7 important Things to know about Hummingbird feeders

Are you also trying to attract the hummingbirds in your backyard by hanging the hummingbird feeders? Here’s we are going to list the 7 important things to know about your hummingbird feeders. Especially if you live in the eastern half of the United States, you may observe the ruby-throated, black-chinned, Costa’s, Allen’s, Rufous’s, and Anna’s hummingbirds. Fortunately, if you live in the hummingbirds frequented area, you can enjoy the close-up view by hanging the hummingbird feeders in the garden. These tiny birds need an astonishing amount of daily calories as they have the highest metabolic rate than any other animal on the earth.

Most hummingbirds prefer to feed on the nectar, but they also prefer the insects, sap, and pollen to maintain their protein level. You can also attract the hummingbirds in your garden by planting their favorite flowers, including the Lantaza, Zinnia, Salvia, flowering tobacco, petunia, and foxglove. Let’s see the 7 important things to know about hummingbird feeders.

1. Hang more than one feeder                                                 

Usually, it’s not very common to see that a single hummingbird claims that a feeder is his own. But some hummingbird species do that, and it’s entertaining to see the aerial hijinks, and swirl while chattering madly. The solution is simple. You can hang at least two feeders that are at least 10 feet apart from each other. This way, you can enjoy a good number of birds in your garden. There is no issue if a dominant bird is still defending his turf.

2. Provide a nearby water source

Although hummingbirds don’t drink enough water as they love to feed the nectar the whole day. But they like to take a bath in freshwater, especially during the summer season. They love splashing in the water to keep their feathers in good condition and remove any sticky nectar. It also removes the pest and dust from their feathers. But the hummingbirds are rarely found on the traditional birdbaths as they prefer the mist. So, you can also install a shallow fountain with a solar-powered bubbler and set it to the finest spray. Make sure to set it near the feeder, shrubs, or trees where the hummingbirds can perch with their wet feather.

3. Prevent the ants and bees

Unfortunately, sugar water is equally attractive for ants, bees, and wasps as well. You need to take steps to ward off them to provide comfortable feeding to the hummingbirds. One trick is to hang the hummingbird feeder with the fishing line as it’s difficult for the ants and to climb on it. Many separate ant moats are available that can be filled with water to make a blocking barrier for ants. For the bees and wasps, the saucer-style feeders are more beneficial as they are easier for the hummingbirds but difficult for the bees and wasps. Moreover, these feeders are also less prone to leaks as compared to traditionally shaped feeders.

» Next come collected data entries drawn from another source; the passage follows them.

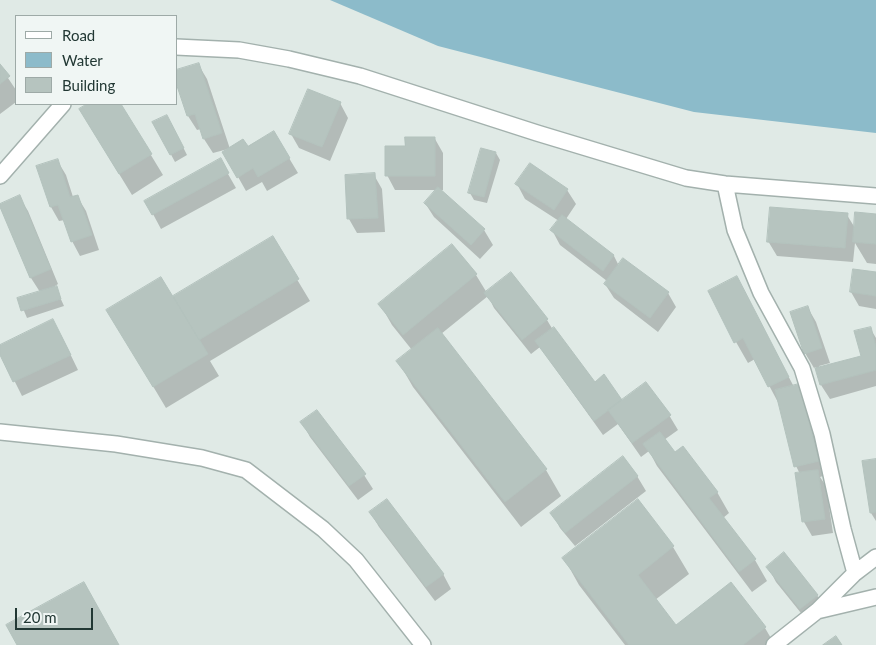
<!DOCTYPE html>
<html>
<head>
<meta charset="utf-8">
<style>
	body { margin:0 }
	#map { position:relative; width:876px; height:645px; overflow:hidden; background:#e0eae6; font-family:Lato,sans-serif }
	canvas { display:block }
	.legend { position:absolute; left:15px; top:15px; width:162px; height:90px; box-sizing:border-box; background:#f0f6f4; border:1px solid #9eaaa7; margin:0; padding:6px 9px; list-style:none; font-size:15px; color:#223834 }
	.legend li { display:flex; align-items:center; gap:10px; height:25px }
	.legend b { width:25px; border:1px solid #9eaaa7 }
	.scale { position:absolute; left:15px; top:608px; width:78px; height:22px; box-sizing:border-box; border:2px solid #223834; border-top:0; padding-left:6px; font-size:15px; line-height:18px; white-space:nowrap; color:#223834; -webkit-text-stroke:4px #f0f6f4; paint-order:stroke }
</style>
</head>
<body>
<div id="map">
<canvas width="876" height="645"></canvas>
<ul class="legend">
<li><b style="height:6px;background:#fff"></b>Road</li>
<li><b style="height:14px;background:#8cbbca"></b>Water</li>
<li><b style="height:14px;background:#b6c4bf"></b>Building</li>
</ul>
<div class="scale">20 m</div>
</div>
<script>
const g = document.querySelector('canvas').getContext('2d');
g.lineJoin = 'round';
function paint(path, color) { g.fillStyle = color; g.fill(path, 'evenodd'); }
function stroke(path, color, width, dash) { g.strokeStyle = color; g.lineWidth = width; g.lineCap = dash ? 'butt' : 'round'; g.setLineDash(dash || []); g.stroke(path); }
paint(new Path2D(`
	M330 0H876V133L694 112 438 46Z`), '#8cbbca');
paint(new Path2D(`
	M198 64 207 79 230 149 247 148 274 133 298 173 267 191 262 182 246 191 224 152 228 149 213 153 204 139 201 129 197 130 188 116Z
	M0 66 16 90V102L0 114Z
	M340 103 348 118 330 161 299 148 291 134Z
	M90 104H120L163 175 132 195 80 110Z
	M154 123H171L187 155 175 162Z
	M435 139 443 153V190H440L484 230 493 245 480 259 434 217 425 203 436 190H395L387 175 406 147Z
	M496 153 500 160 487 203 474 200 470 193Z
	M57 160 66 175 73 197 77 196 86 211 99 250 80 256 72 241 65 220 59 221 51 207 38 167Z
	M220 160 236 188 161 229 146 201Z
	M374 175 382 189 385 232 357 233 349 219Z
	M517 184 567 190 576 204 566 219 614 256 619 266 668 293 676 307 658 332 614 298 605 284 607 281 560 245 552 230 559 221 525 199Z
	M19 197 28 211 58 284 55 286 64 306 27 318 19 299 40 292 31 278 1 205Z
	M847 215 855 228 876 215V264L867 263 855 243 853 262 777 256 768 241Z
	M272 238 310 301 210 361 219 376 166 408 120 331Z
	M452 245 476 275 487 293 547 320 553 330 594 383 622 401 669 415 678 430 664 440 675 454 717 492 729 513 723 518 755 560 767 581 752 592 657 466 649 451 641 457 618 424 603 435 540 347 531 354 494 308 488 296 441 334 546 470 561 496 521 527 413 387 398 361 412 350 392 325 380 304Z
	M876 273V309L859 306 851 292Z
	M737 278 794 387 798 385 807 400 826 475 820 477 826 486 833 533 812 536 804 522 797 474H800L796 466 780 406 755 359 748 363 736 342Z
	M808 308 816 322 830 363 819 366V368L862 357 870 328 876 338V386L830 399 821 385 816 367 814 368 805 353Z
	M61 335 78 370 22 396 0 352V346Z
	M302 422 364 475 373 489 358 500 310 437Z
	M876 460V521L871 513 863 462Z
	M637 476 646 491 575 546 560 528 552 513Z
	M638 501 673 547 689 574 655 600 676 627 731 584 765 628 775 645H625L579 585 564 558Z
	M370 512 443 574 451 589 435 601 379 527Z
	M768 567 817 595 825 610 809 623 776 582Z`), '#0003');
const building = new Path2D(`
	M199 63 222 133 203 139 195 114 187 116 176 83V70Z
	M0 64 10 76 0 84Z
	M308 89 341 102 322 147 289 134Z
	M87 104H121L152 154 119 174 79 109Z
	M167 115 184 148 170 155 152 122Z
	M274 131 290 158 258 177 253 168 237 178 222 152 243 139 248 146Z
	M405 137H435V176H385V146H405Z
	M481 148 496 152 484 197 468 193Z
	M221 158 229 173 152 215 144 201Z
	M58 159 70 197 78 195 92 235 71 242 58 205 50 207 36 166Z
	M530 163 568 189 554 210 515 184Z
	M375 173 378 218 347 219 345 175Z
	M438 187 485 229 471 245 424 203Z
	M20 195 51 269 30 278 0 207V204Z
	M770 207 848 213 845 248 767 242Z
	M855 212 876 214V244L853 242Z
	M562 215 614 255 603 271 550 230Z
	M273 236 299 279 199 340 173 296Z
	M452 244 477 274 403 335 378 304Z
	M623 258 669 292 650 318 604 284Z
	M853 269 876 272V296L850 292Z
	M511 272 548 319 522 340 484 293Z
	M737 276 789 377 768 387 743 338 734 343 708 291Z
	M161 277 208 354 153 387 106 310Z
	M57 286 61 299 21 311 17 298Z
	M808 306 822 348 804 354 790 312Z
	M53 319 71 355 13 382 0 355V345Z
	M554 327 595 382 604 374 622 400 594 421 535 341Z
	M871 327 876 347V370L820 385 815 368 861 356 854 331Z
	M438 328 547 469 505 502 396 361Z
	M646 382 671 415 632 443 608 410Z
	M799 384 819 461 794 467 775 390Z
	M317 410 366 474 349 486 300 422Z
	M660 432 675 452 683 446 718 492 709 498 756 559 739 572 643 444Z
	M623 456 638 476 565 533 550 513Z
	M876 459V512L870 513 862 461Z
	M818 470 825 519 802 522 795 473Z
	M387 499 444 574 426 587 369 512Z
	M638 499 674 546 638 575 676 625 731 582 766 627 743 645H629L562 558Z
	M784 552 818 595 800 609 766 567Z
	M84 582 119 645H17L6 625Z
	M836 636 842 645H823Z`);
paint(building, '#b6c4bf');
stroke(building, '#b3c2bd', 1);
const minor = new Path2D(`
	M176 47 239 50 289 59 360 76 537 133 686 178 725 184 876 196
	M0 176 63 104
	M725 184 735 230 761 293 802 368 822 434 843 529 855 573
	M0 432 116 444 202 458 246 470 323 529 356 560 423 645
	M817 611 876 597
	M774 645 817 611 855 573 876 557`);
stroke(minor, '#a3b1ad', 18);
stroke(minor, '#fff', 15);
</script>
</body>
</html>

4. Regularly clean the feeder

Mold and bacteria quickly grow in the feeders, especially during the summer season. So, it’s necessary to clean the feeder at least once a week by thoroughly scrubbing it. Some of the hummingbird feeders are dishwasher safe. If this is the case, then regularly put it in the dishwasher. You can also use warm soapy water to clean the feeder thoroughly. Make sure to use the old brush or any other small brush to scrub all the inner areas of the feeder. After that, rinse the feeder completely and let it dry completely before reassembling.

5. Change the food frequently

Make sure to change the nectar regularly before its spoiling. The spoiled nectar is not good for both; your feeder and hummingbirds as well. You need to replace the nectar at least twice a week during the cool weather, but change it every other day when the temperature is 80 degrees or above. You can place the feeder away from the sun to maintain the nectar freshness for a longer time. But don’t put it under the deep shade where it’s difficult for the hummingbirds to locate it. The perfect way is to choose the spot that is shaded during the peak heat of the afternoon.

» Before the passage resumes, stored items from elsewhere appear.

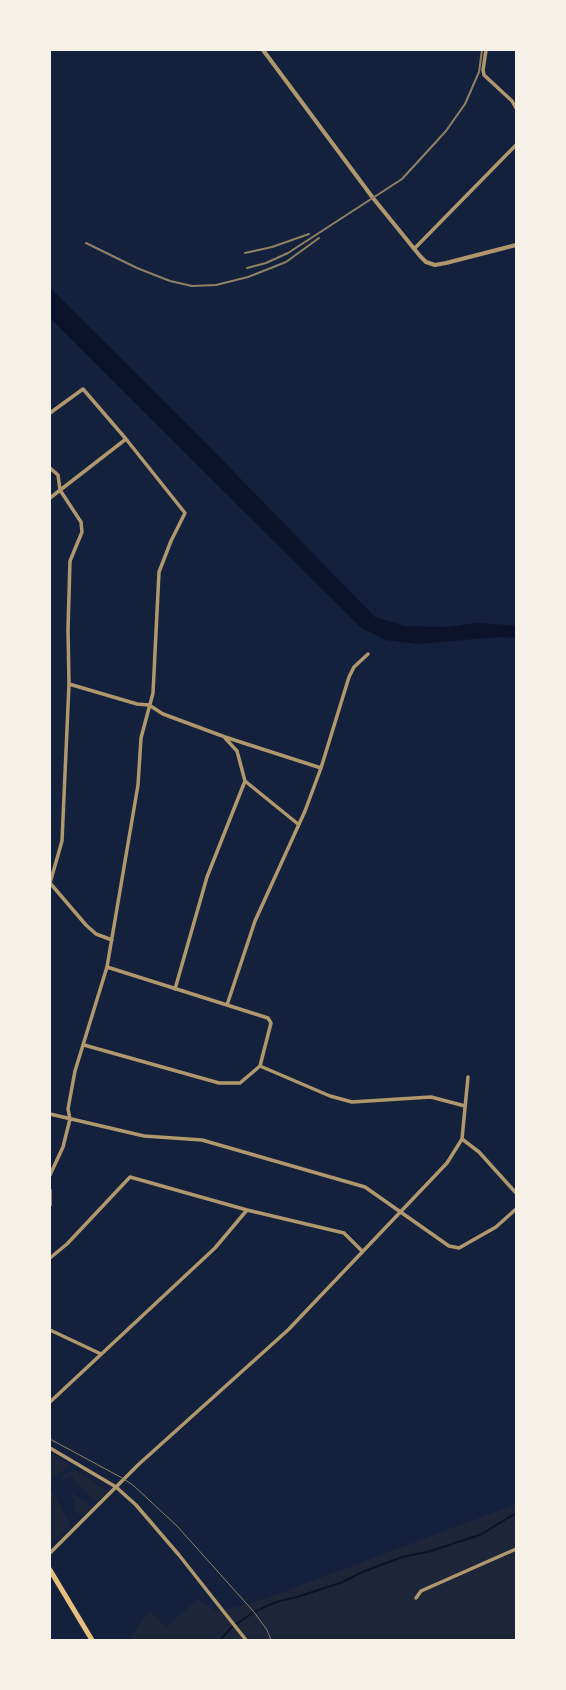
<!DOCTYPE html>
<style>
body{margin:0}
#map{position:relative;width:566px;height:1690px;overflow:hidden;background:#14213d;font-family:Mulish,sans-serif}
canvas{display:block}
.frame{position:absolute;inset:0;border:51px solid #f6f1e7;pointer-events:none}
</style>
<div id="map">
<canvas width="566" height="1690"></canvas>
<div class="frame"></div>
</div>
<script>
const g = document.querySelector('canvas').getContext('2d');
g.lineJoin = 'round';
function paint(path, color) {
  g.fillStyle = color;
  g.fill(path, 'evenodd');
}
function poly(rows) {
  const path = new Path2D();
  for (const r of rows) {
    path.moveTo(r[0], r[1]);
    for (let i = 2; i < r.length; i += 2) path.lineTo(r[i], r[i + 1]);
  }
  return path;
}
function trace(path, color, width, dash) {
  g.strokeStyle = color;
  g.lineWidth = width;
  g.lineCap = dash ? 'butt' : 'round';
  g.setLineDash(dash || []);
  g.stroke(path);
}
paint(poly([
 [50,1453,69,1464,69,1467,50,1479],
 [76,1470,106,1490,106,1492,97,1501,95,1501,78,1485,71,1475,63,1480,62,1477,69,1472],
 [50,1489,71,1524,50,1544],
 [72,1492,77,1498,88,1502,91,1507,88,1511,80,1515,77,1513,74,1508,76,1501,70,1493],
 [516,1504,516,1640,135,1640,130,1636,150,1611,166,1628,197,1599,218,1612,267,1598]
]), '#1d2539');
paint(poly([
 [50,288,198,435,375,617,405,626,448,627,476,623,508,625,516,626,516,638,499,637,417,644,386,640,361,628,50,318]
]), '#0b132b');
trace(poly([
 [220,1640,232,1627,254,1612,276,1602,297,1597,343,1582,360,1573,402,1557,427,1552,480,1535,516,1513]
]), '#0b132b', 2);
trace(poly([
 [486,50,483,70,484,75,512,101,516,108],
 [414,249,516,145],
 [50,413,83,389,126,439,185,513,171,541,159,572,153,693,141,738,138,785,107,967,75,1071,68,1109,70,1119,63,1147,50,1175],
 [50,468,58,475,60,490,81,522,82,532,70,561,68,629,69,684,62,841,50,883],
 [50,498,126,439],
 [69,684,137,704,149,705,163,714,225,737,321,768],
 [225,738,237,751,245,781,298,824],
 [50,883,86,925,96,934,112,940],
 [107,967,268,1018,271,1023,260,1066],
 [175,989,207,877,245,781],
 [227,1005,255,921,305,811,321,768,349,677,354,667,368,654],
 [84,1045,219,1083,240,1083,260,1066],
 [260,1066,330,1096,352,1102,431,1097,465,1106],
 [50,1114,144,1136,202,1140,365,1187,449,1246,459,1248,496,1227,516,1209],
 [462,1139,479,1152,516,1193],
 [50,1190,50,1205],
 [50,1258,67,1244,130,1177,247,1210,344,1233,362,1251],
 [50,1330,101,1354],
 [50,1402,215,1248,247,1210],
 [50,1448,116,1487,136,1505,179,1555,246,1640],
 [50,1553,139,1464,288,1330,447,1163,462,1139,468,1077],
 [416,1598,421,1591,516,1549]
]), '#b1986c', 3.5);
trace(poly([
 [263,50,373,198,420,256,426,262,435,265,446,263,516,245]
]), '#b1986c', 4);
trace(poly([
 [50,1570,92,1640]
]), '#e5c07b', 5);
trace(poly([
 [50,1439,124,1479,134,1486,177,1526,254,1612,267,1630,271,1640]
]), '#918062', 1);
trace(poly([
 [86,243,137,268,170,281,192,286,216,285,248,277,286,262,319,238],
 [245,253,272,247,309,234],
 [247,268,266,263,288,253,402,179,446,131,465,104,479,72,482,50]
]), '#918062', 2);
</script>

6. Don’t use the red food coloring

Many birders try to use different color dyes to attract the hummingbirds. Particularly they use red, orange, pink, and purple. Yes, these are attractive for the hummingbirds, as you can observe the little bird hovering around you when you venture into the yard wearing a shirt of their favorite hues. But many wildlife experts think that it’s harmful to the hummingbird’s health. You can use the red feeders to attract the birds without any side effects. So, make sure to use clear commercial or homemade food to attract the hummingbirds.

7. Keep the feeder up from spring through fall

In many areas, hummingbirds stick around all year long, especially in Southern California. But in most of the areas, they only visit during the warmer months. As a general rule, you can hang your feeder in mid-March if you live in the south and in early to mid-April if you are living north. It does not make sense to keep up the feeder if the birds are gone. Roughly, it’s good to put down the feeders after 2 weeks you have stopped seeing the visitors, which is generally mid to late October in North and early to mid-November for the South.